## What the task requires:
Without any of its pictures, the listing below should be output exactly.

## Data block:
_ _ _ _

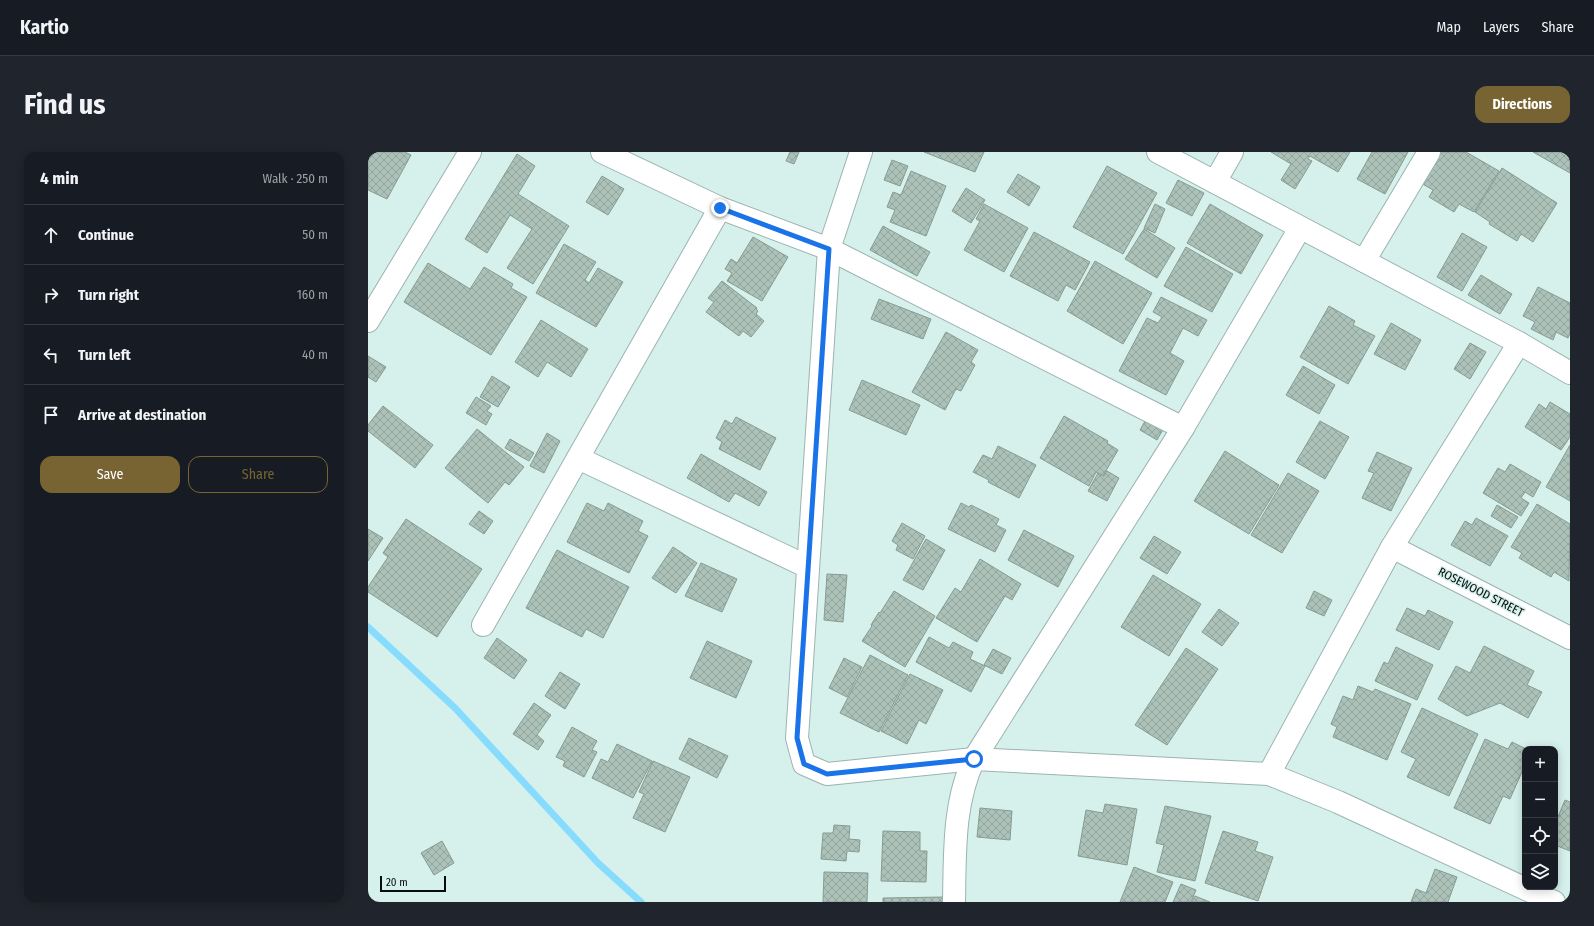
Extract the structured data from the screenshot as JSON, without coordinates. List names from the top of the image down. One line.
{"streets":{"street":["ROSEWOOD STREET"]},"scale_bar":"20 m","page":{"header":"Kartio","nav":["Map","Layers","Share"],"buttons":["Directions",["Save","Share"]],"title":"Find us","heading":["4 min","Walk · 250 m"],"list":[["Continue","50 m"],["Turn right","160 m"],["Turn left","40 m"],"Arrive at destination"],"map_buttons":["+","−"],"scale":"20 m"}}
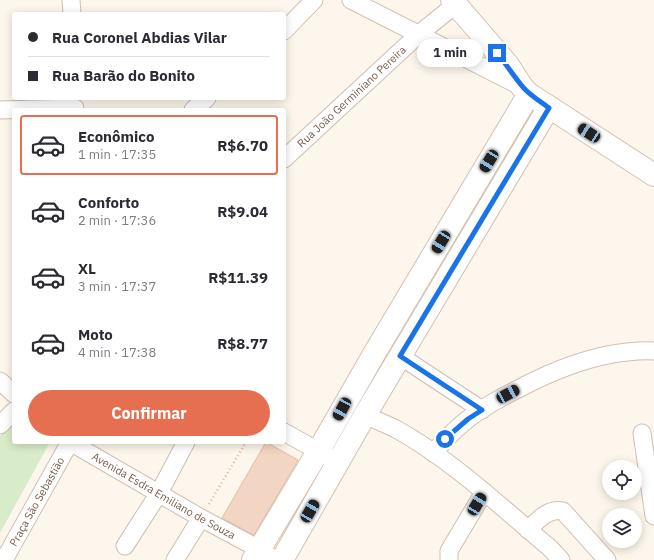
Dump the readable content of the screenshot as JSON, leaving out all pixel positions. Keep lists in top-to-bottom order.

_ _ _ _

## Task response:
Extract the structured data from the screenshot as JSON, without coordinates. List names from the top of the image down. One line.
{"streets":{"street":["ROSEWOOD STREET"]},"scale_bar":"20 m","page":{"header":"Kartio","nav":["Map","Layers","Share"],"buttons":["Directions",["Save","Share"]],"title":"Find us","heading":["4 min","Walk · 250 m"],"list":[["Continue","50 m"],["Turn right","160 m"],["Turn left","40 m"],"Arrive at destination"],"map_buttons":["+","−"],"scale":"20 m"}}
Dump the readable content of the screenshot as JSON, leaving out all pixel positions. Keep lists in top-to-bottom order.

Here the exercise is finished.